Emprendimiento
1 de febrero de 2021

La capacidad emprendedora de un país constituye, en cierto modo, un indicador del ejercicio de libertad de sus ciudadanos. En España, el todopoderoso Estado es muy grande, tal como lo demuestra que el sector público suponga un 51,5% del PIB. Por el contrario, la sociedad civil resulta mucho más pequeña y está fragmentada. La tentación de convertirse en funcionario es para muchos ciudadanos irresistible, máxime cuando el salario medio de los empleados públicos ha superado en un 54% al del resto de los trabajadores en ejercicios anteriores.

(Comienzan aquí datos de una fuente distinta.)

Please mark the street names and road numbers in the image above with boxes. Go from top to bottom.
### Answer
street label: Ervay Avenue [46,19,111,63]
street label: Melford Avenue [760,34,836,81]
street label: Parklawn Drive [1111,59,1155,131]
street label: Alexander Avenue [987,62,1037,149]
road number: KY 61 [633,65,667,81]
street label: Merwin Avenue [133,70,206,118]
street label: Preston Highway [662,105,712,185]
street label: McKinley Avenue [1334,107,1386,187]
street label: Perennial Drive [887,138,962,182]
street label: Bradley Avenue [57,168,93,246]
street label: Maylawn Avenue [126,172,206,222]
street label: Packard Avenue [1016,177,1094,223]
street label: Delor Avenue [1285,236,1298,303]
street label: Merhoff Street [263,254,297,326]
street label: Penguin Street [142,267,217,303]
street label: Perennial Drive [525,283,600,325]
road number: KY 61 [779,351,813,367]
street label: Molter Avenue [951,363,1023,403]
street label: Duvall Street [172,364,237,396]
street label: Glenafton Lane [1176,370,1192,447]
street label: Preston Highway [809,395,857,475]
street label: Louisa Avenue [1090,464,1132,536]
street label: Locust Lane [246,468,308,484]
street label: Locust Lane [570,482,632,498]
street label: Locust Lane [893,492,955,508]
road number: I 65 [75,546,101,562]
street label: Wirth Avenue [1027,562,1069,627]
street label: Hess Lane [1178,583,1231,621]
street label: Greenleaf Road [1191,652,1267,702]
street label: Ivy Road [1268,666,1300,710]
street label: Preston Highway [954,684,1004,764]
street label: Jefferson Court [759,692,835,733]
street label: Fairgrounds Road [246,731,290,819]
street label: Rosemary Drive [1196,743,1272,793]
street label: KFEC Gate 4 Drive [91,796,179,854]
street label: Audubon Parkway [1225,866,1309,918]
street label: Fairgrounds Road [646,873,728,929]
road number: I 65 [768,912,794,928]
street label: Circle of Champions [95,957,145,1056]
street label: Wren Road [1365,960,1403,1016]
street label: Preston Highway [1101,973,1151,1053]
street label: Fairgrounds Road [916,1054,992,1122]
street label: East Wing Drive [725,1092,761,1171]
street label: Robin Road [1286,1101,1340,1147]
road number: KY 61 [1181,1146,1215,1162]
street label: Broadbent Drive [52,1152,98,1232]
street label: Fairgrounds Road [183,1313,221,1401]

Constituir una pequeña empresa en España resulta agotador y consume una energía que debiera dedicarse a la generación de valor innovador. De acuerdo con el informe Doing Business del Banco Mundial, las facilidades para la apertura de un negocio colocan a España en la posición 27 de los 34 países de la OCDE. Además, hay desincentivos más frustrantes con los que tropieza todo emprendedor, por animoso que sea, como la rigidez de nuestra legislación laboral para contratar, la asfixiante burocracia y, sobre todo, unos impuestos tan gravosos que pueden llegar a disuadir del intento.

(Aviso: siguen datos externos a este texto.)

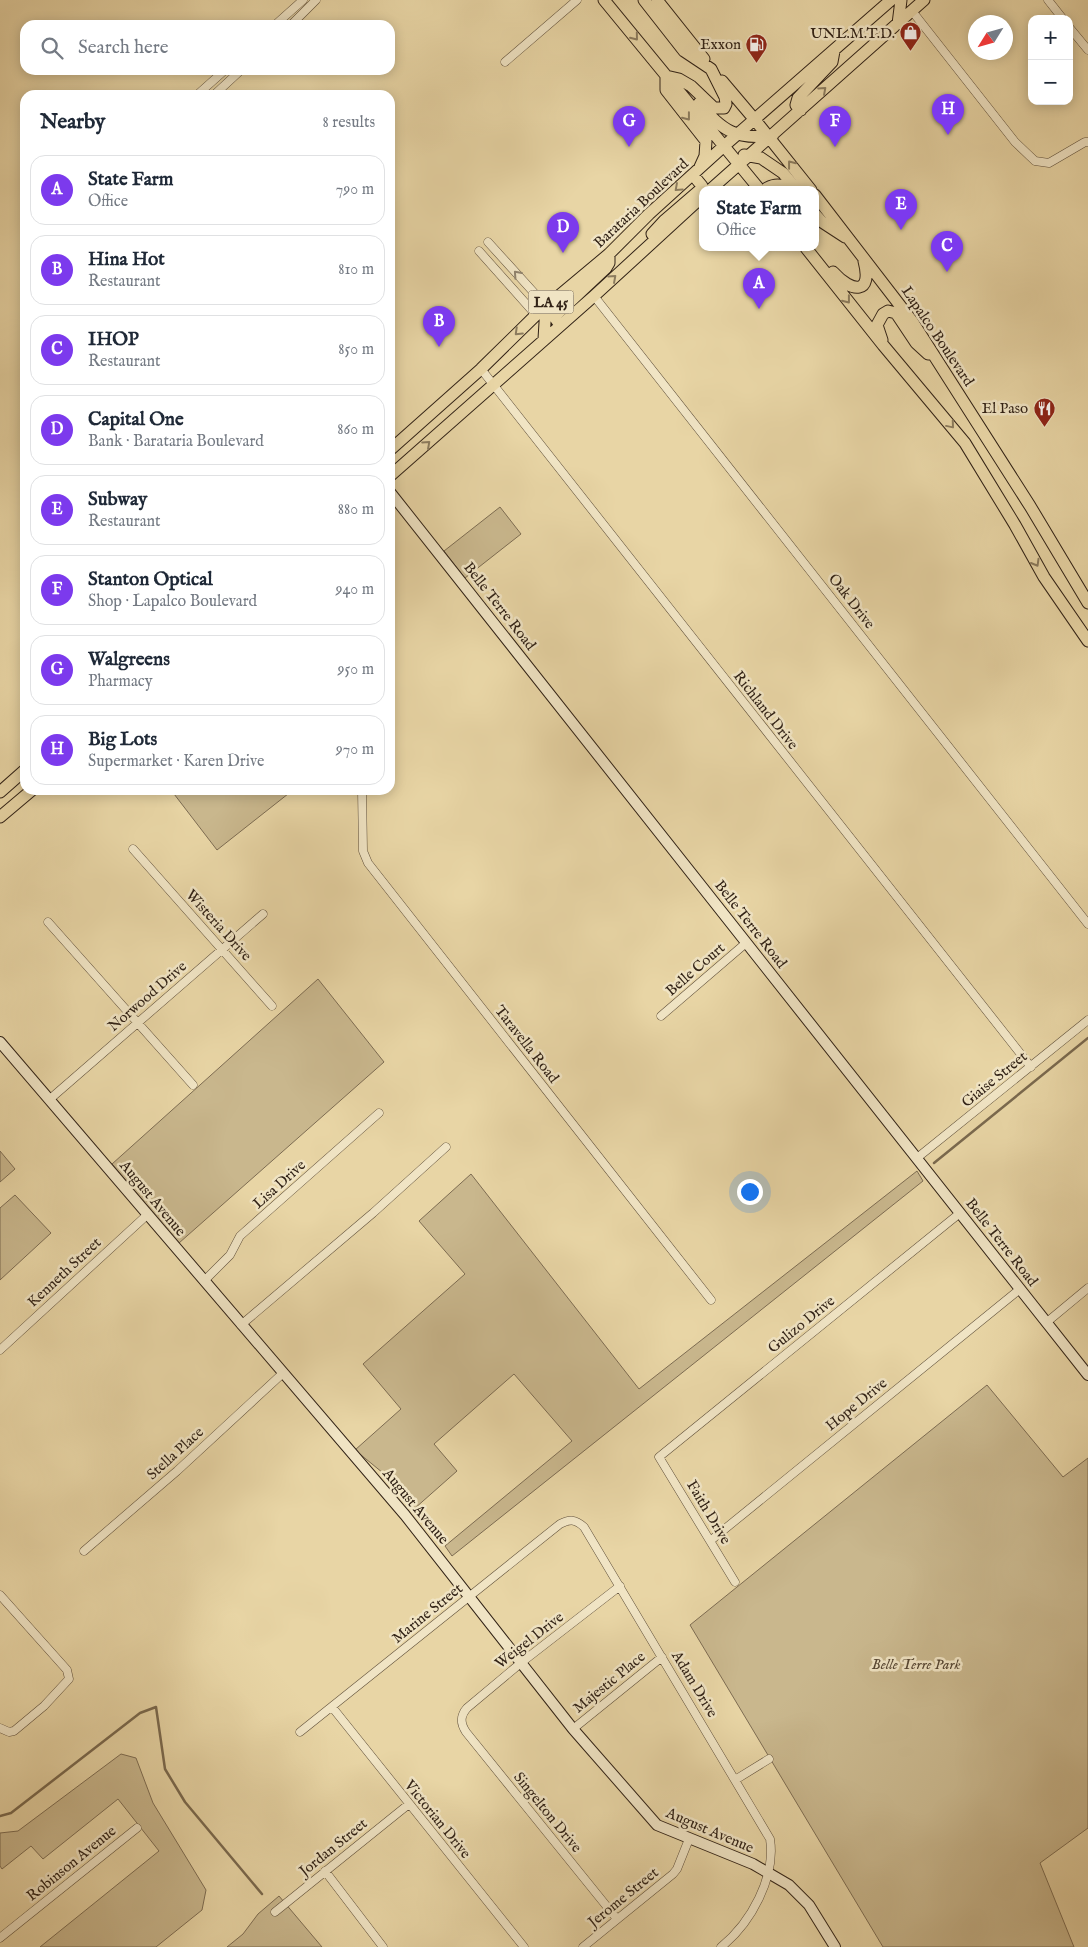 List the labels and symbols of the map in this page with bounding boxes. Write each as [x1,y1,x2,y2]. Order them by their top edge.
north arrow [968,15,1013,60]
shop icon: UNL.M.T.D. [899,21,923,52]
place label: UNL.M.T.D. [810,24,895,43]
one-way arrow [630,32,639,41]
fuel station icon: Exxon [745,32,769,63]
place label: Exxon [700,35,741,54]
one-way arrow [817,87,826,96]
pin: H [932,94,964,135]
pin: G [613,106,645,147]
pin: F [819,106,851,147]
one-way arrow [682,112,691,121]
street label: Barataria Boulevard [590,154,693,252]
one-way arrow [788,161,796,170]
one-way arrow [674,183,683,192]
pin: E [885,189,917,230]
pin: D [547,212,579,253]
pin: C [931,231,963,272]
pin: A [743,268,775,309]
one-way arrow [514,271,523,280]
one-way arrow [608,275,617,284]
street label: Lapalco Boulevard [897,283,979,391]
road number: LA 45 [528,290,574,314]
one-way arrow [842,294,850,303]
pin: B [423,306,455,347]
one-way arrow [515,326,524,335]
restaurant icon: El Paso [1032,396,1056,427]
place label: El Paso [982,399,1028,418]
one-way arrow [945,419,953,428]
one-way arrow [421,441,430,450]
street label: Belle Terre Road [459,558,541,655]
one-way arrow [1029,558,1039,567]
street label: Oak Drive [824,570,879,633]
street label: Richland Drive [729,667,802,753]
street label: Belle Terre Road [710,876,792,973]
street label: Wisteria Drive [182,886,256,965]
street label: Belle Court [662,938,729,1000]
street label: Norwood Drive [104,957,191,1036]
street label: Taravella Road [490,1002,563,1088]
street label: Giaise Street [958,1047,1031,1112]
street label: August Avenue [115,1156,190,1240]
street label: Lisa Drive [249,1156,310,1213]
your location [737,1179,763,1205]
street label: Belle Terre Road [961,1194,1043,1291]
street label: Kenneth Street [23,1233,105,1311]
street label: Gulizo Drive [764,1291,839,1357]
street label: Hope Drive [822,1374,891,1435]
street label: Stella Place [143,1423,208,1484]
street label: August Avenue [378,1464,453,1548]
street label: Faith Drive [682,1477,735,1548]
street label: Marine Street [388,1579,467,1648]
street label: Weigel Drive [491,1608,567,1673]
street label: Majestic Place [569,1647,649,1717]
street label: Adam Drive [667,1647,722,1721]
park label: Belle Terre Park [872,1655,960,1674]
street label: Singelton Drive [509,1768,586,1857]
street label: Victorian Drive [400,1775,475,1863]
street label: August Avenue [662,1803,757,1857]
street label: Jordan Street [294,1814,371,1882]
street label: Robinson Avenue [23,1821,120,1905]
street label: Jerome Street [583,1863,662,1933]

Según la 21 edición del Global Entrepreneurship Monitor 2020 (GEM), España ocupa el puesto 47 en el porcentaje de personas implicadas en un emprendimiento de los 50 países analizados. Solo hay tres naciones en peor situación: Pakistán (50), Italia (49) y Macedonia del Norte (48).

Fuente: Actualidad Económica

Curiosamente, los cuatro países más emprendedores se encuentran en Latinoamérica: Chile, Ecuador, Panamá y Colombia. Si tan solo consideramos a los miembros de la OCDE, España sería el segundo con peor puntuación. Respecto a la tasa de éxito emprendedor, si seleccionamos los países de la OCDE, Canadá (8,4%), Chile (8,3%) y Colombia (5,6%) ofrecen los mejores resultados, mientras que la clasificación la cierran Italia (0,8%), Japón (1,1%) y España (1,6%).

Las citadas cifras corroboran una impresión compartida por muchos profesores de universidades españolas: el escaso interés por ser empresario que muestran los alumnos, incluidos los del grado de Administración de Empresas. Sorprende que tantos universitarios brillantes prefieran entregar los mejores años de su vida a superar oposiciones tan difíciles como la de abogado del Estado y, en cambio, no abunden quienes, tras adquirir experiencia en una actividad prometedora, se atreven a constituir su propio proyecto profesional.

La actual precariedad del empleo privado fomenta que se priorice por encima de todo la estabilidad laboral y que se tema el riesgo de una forma desproporcionada. Es triste que a la gente joven se la eduque en una cultura homogeneizadora, en la que optar por crear una empresa se perciba como una decisión imprudente. La postura proteccionista de tantos padres que obsesionan desde pequeños a sus hijos con conseguir un puesto bien remunerado, de por vida, en la Administración lleva a preguntarse si así se realizarán en plenitud las cualidades distintivas de cada persona.

En el programa de liderazgo emprendedor de Fundación Civismo se pudo comprobar de primera mano que los universitarios solo necesitan que se avive su intuición para descubrir sus potencialidades singulares y, a partir de ahí, dinamizar su iniciativa. Esto les impulsa a plantearse iniciar un proyecto autónomo, que les convierta en ilusionados artífices de su futuro. Ese reto de aprender a ejercer la propia libertad conduce a alcanzar la mejor versión de uno mismo, lo que se traducirá, con el tiempo, en una vida lograda.